The Buried Pyramid - Egypt
So in late September 1951, Goneim began to investigate one of these outcrops. His efforts revealed a rubble-coursed masonry wall which, when cleared, was found to be 27 ft (8.2 m) deep, sitting on bedrock. Eventually an enormous platform was identified, roughly 1700 ft (518 m) on its long axis (north-south), and 600 ft (183 m) wide. This had formed a base upon which an enclosure wall of the 'palace facade' type, similar to Djoser's, had been built. This great work had been left unfinished, presumably because Sekhemkhet died after a reign of only about six years - shortly after construction had begun. Had it been completed, it would probably have risen in seven steps to a height of around 230 ft (70 m) - taller by one step and c. 16 ft (4.9 m) than Djoser's Step Pyramid.

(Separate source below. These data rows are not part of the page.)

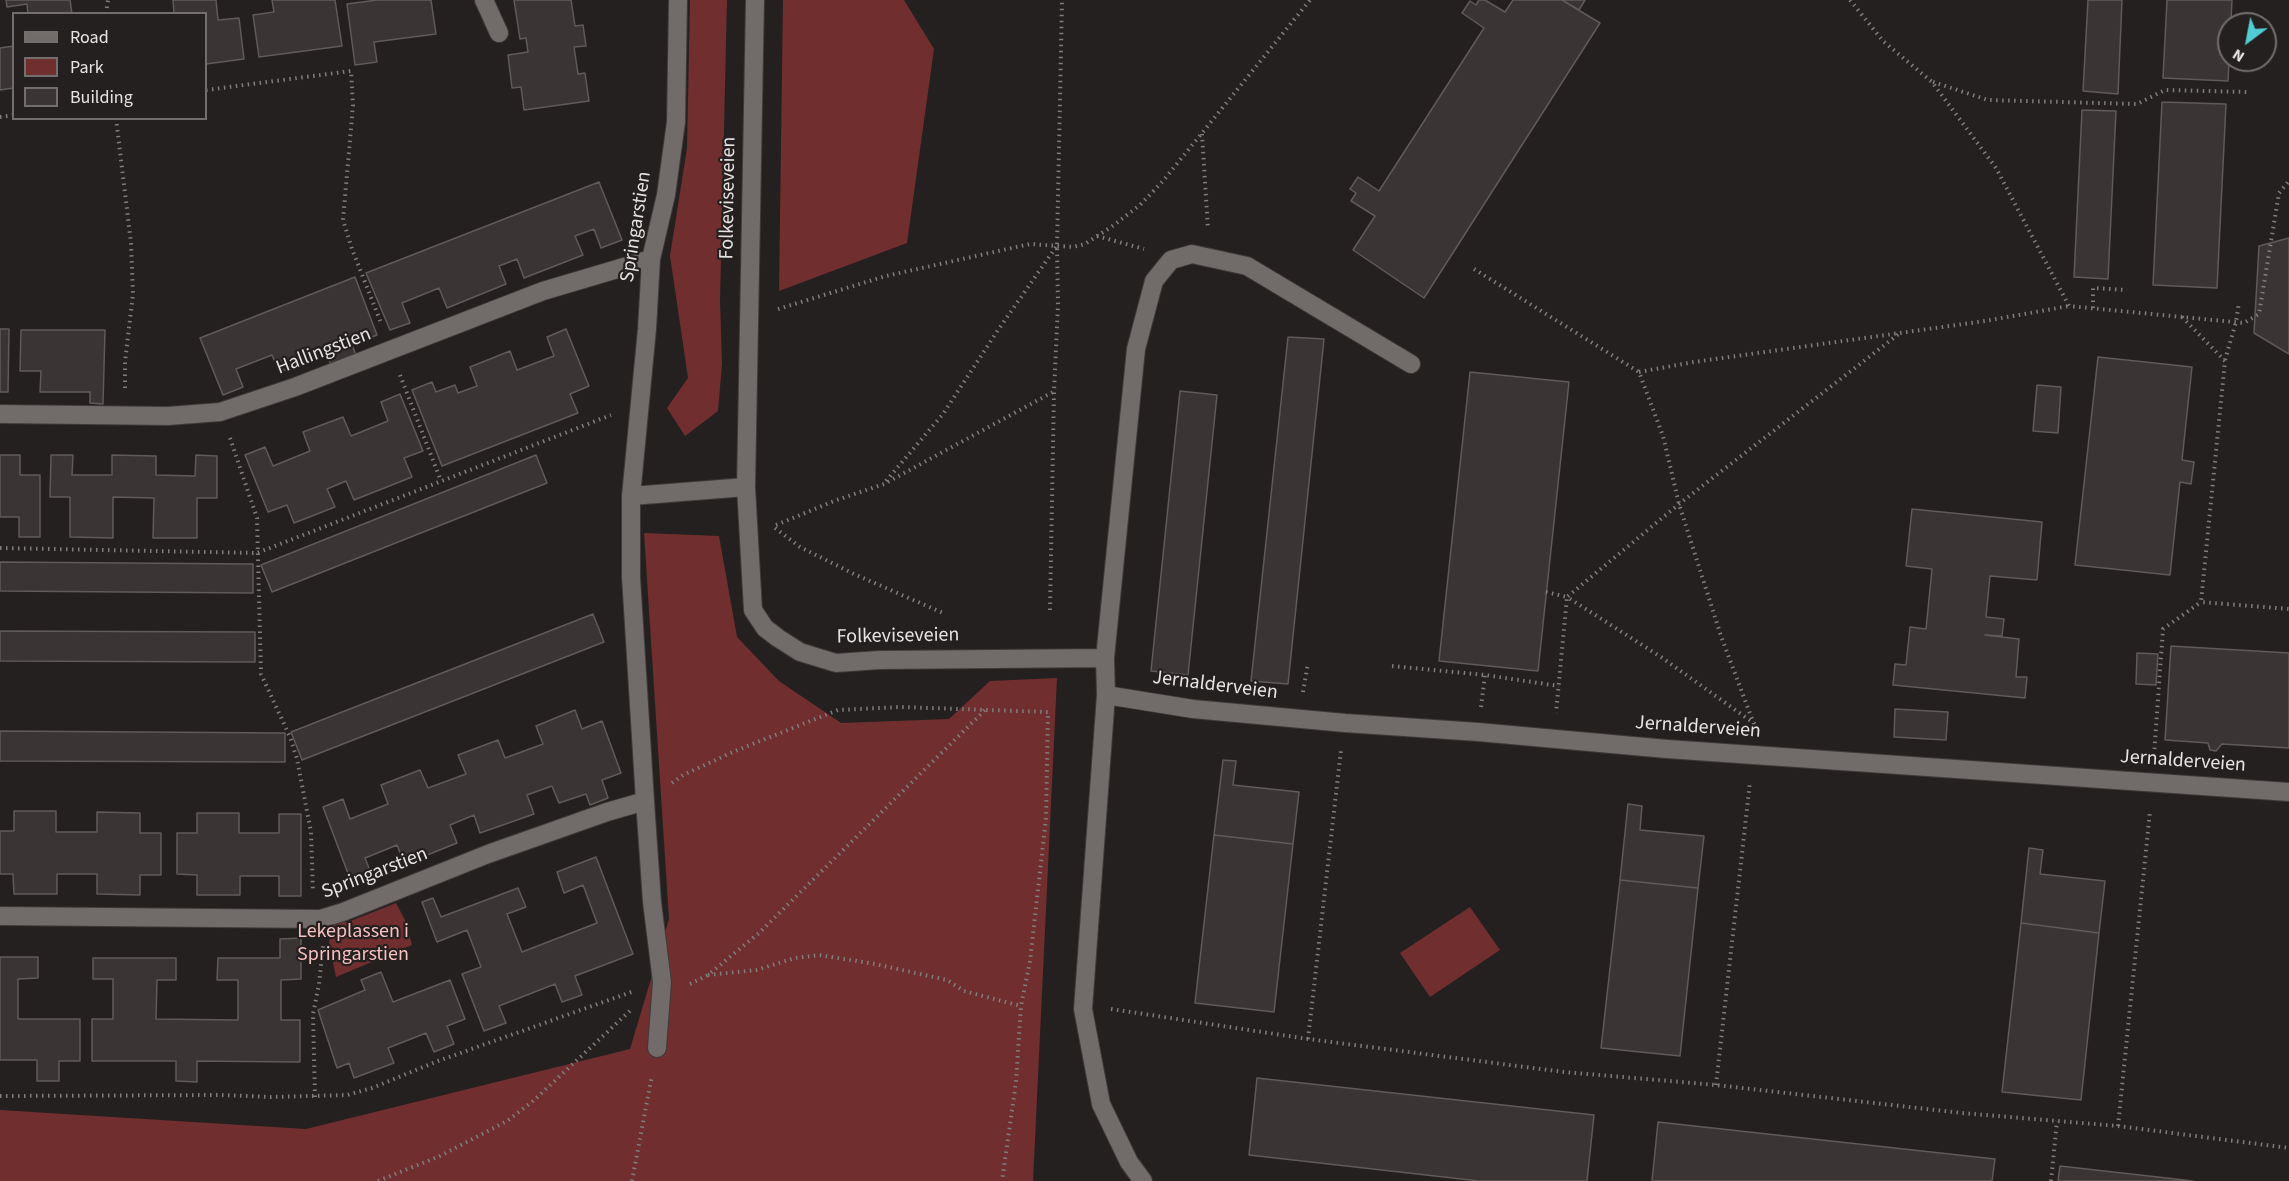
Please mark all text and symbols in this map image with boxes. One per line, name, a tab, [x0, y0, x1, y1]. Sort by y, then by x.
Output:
legend	[12, 12, 207, 120]
north arrow	[2217, 12, 2277, 72]
text: Road	[70, 25, 109, 50]
text: N	[2228, 43, 2249, 68]
text: Park	[70, 55, 104, 80]
text: Building	[70, 85, 133, 110]
street label: Folkeviseveien	[716, 136, 742, 260]
street label: Springarstien	[616, 170, 658, 284]
street label: Hallingstien	[273, 323, 375, 381]
street label: Folkeviseveien	[836, 624, 960, 650]
street label: Jernalderveien	[1151, 666, 1279, 706]
street label: Jernalderveien	[1634, 712, 1762, 744]
street label: Jernalderveien	[2119, 746, 2247, 778]
street label: Springarstien	[319, 843, 431, 905]
park label: Lekeplassen i Springarstien	[297, 921, 409, 968]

The pyramid platform was especially well preserved on the north side, and it was from here that a deep, sloping rock-cut trench was located which led down to an entrance, a sealed doorway, that was opened in March 1954. Large areas of the entrance passageway were blocked by rubble debris which was extremely unstable, dangerous and difficult to clear. At the base of the blocking to the passage was found a small cache which included 21 gold bracelets and armlets, a hollow gold tube and an exquisite small gold box in the shape of a bivalve shell, all apparently having been deposited together in a now perished wooden box. A large diorite bowl was nearby. The group seems to have been deliberately placed where it was found, rather than abandoned or dropped as robber's booty.

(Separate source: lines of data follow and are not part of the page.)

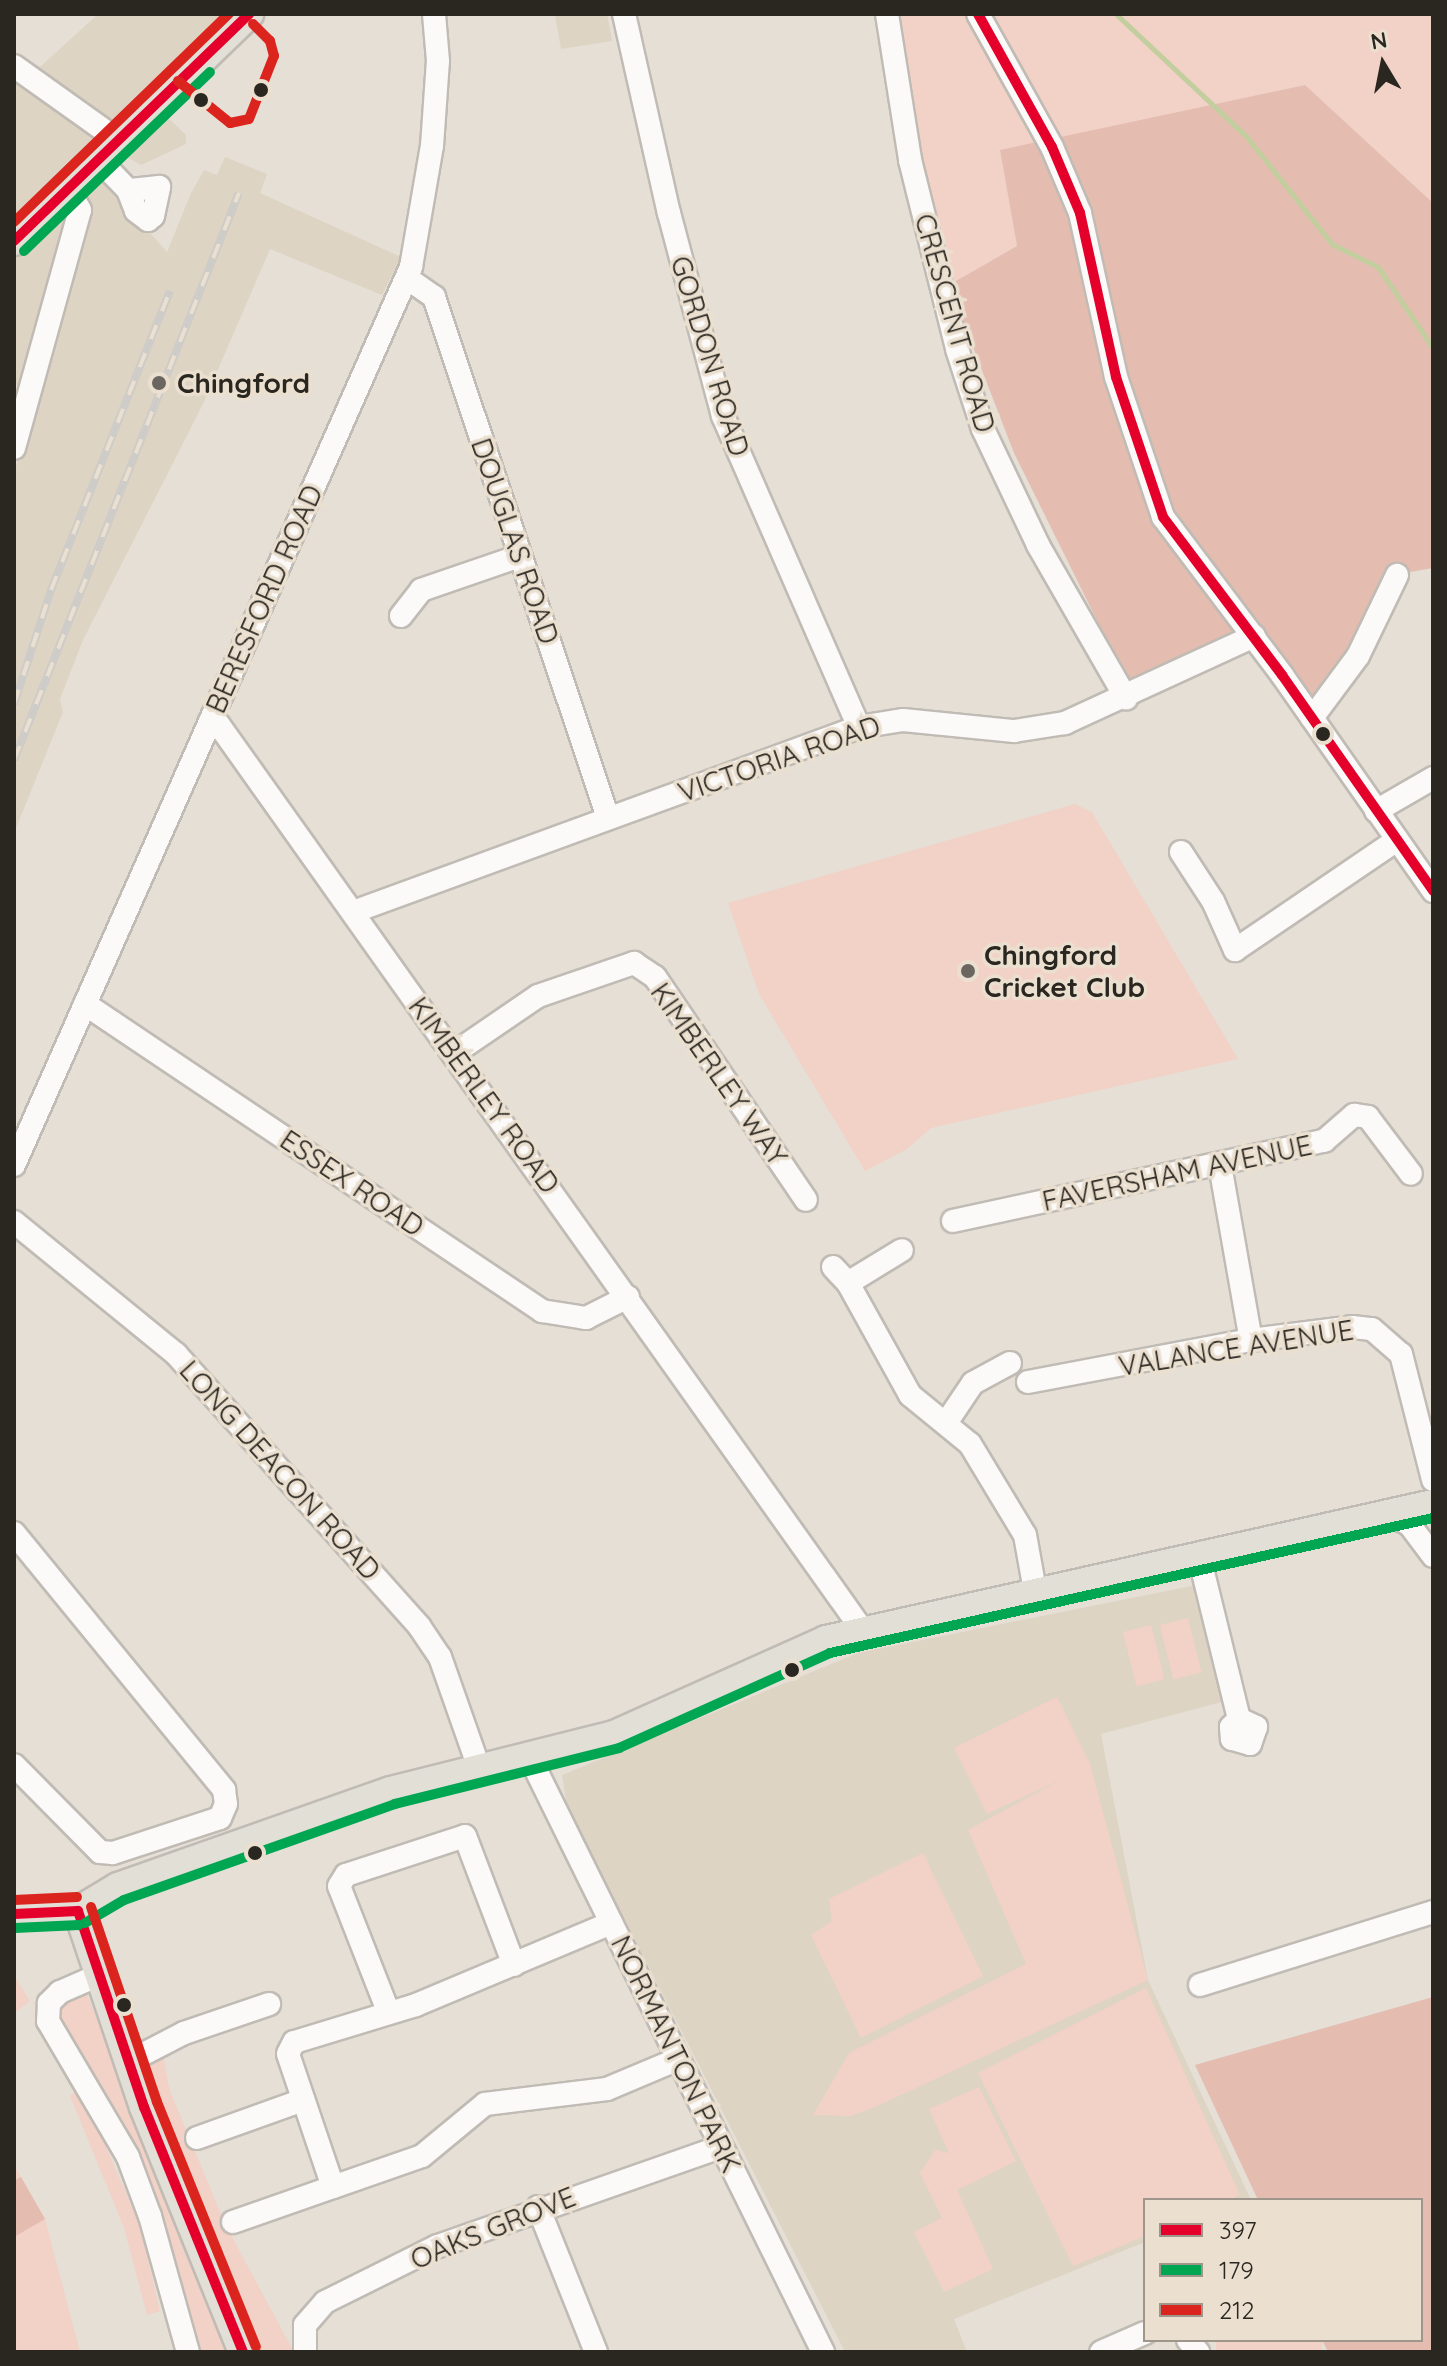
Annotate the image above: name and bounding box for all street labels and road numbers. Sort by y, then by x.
street label: CRESCENT ROAD [908,210,1002,436]
street label: GORDON ROAD [664,252,756,460]
street label: DOUGLAS ROAD [464,434,566,648]
street label: BERESFORD ROAD [199,480,329,718]
street label: VICTORIA ROAD [674,709,884,809]
street label: KIMBERLEY WAY [644,976,794,1172]
street label: KIMBERLEY ROAD [402,990,566,1200]
street label: ESSEX ROAD [274,1123,430,1243]
street label: FAVERSHAM AVENUE [1039,1128,1315,1218]
street label: VALANCE AVENUE [1116,1313,1356,1383]
street label: LONG DEACON ROAD [173,1353,387,1587]
street label: NORMANTON PARK [604,1930,748,2178]
street label: OAKS GROVE [406,2180,580,2276]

The Entrance to Sub - Structure of the Unfinished Pyramid
The name of the owner of the complex was revealed when five small clay jar sealings were found, impressed by a cylinder seal with the name of Sekhemkhet. Eventually - after clearing more of the dangerous blocking - a large, cavernous, unfinished burial hall was reached in the centre of which stood a rectangular sarcophagus of translucent alabaster cut from a single block. Close examination of the area and various passageways nearby showed no evidence of robbers' intrusions after the tomb had been sealed.
 
In June 1954, almost three years after work had begun, the sarcophagus was carefully opened, the sliding panel raised with difficulty because the original gypsum mortar sealing held it tight in place. To the great astonishment of the invited audience of scholars and journalists, the interior was completely empty and a shock to which there was no ready answer. The sarcophagus had definitely not been robbed; the only explanation possible was that the king had been buried elsewhere, possibly even in the labyrinthine passages of which many have yet to be explored.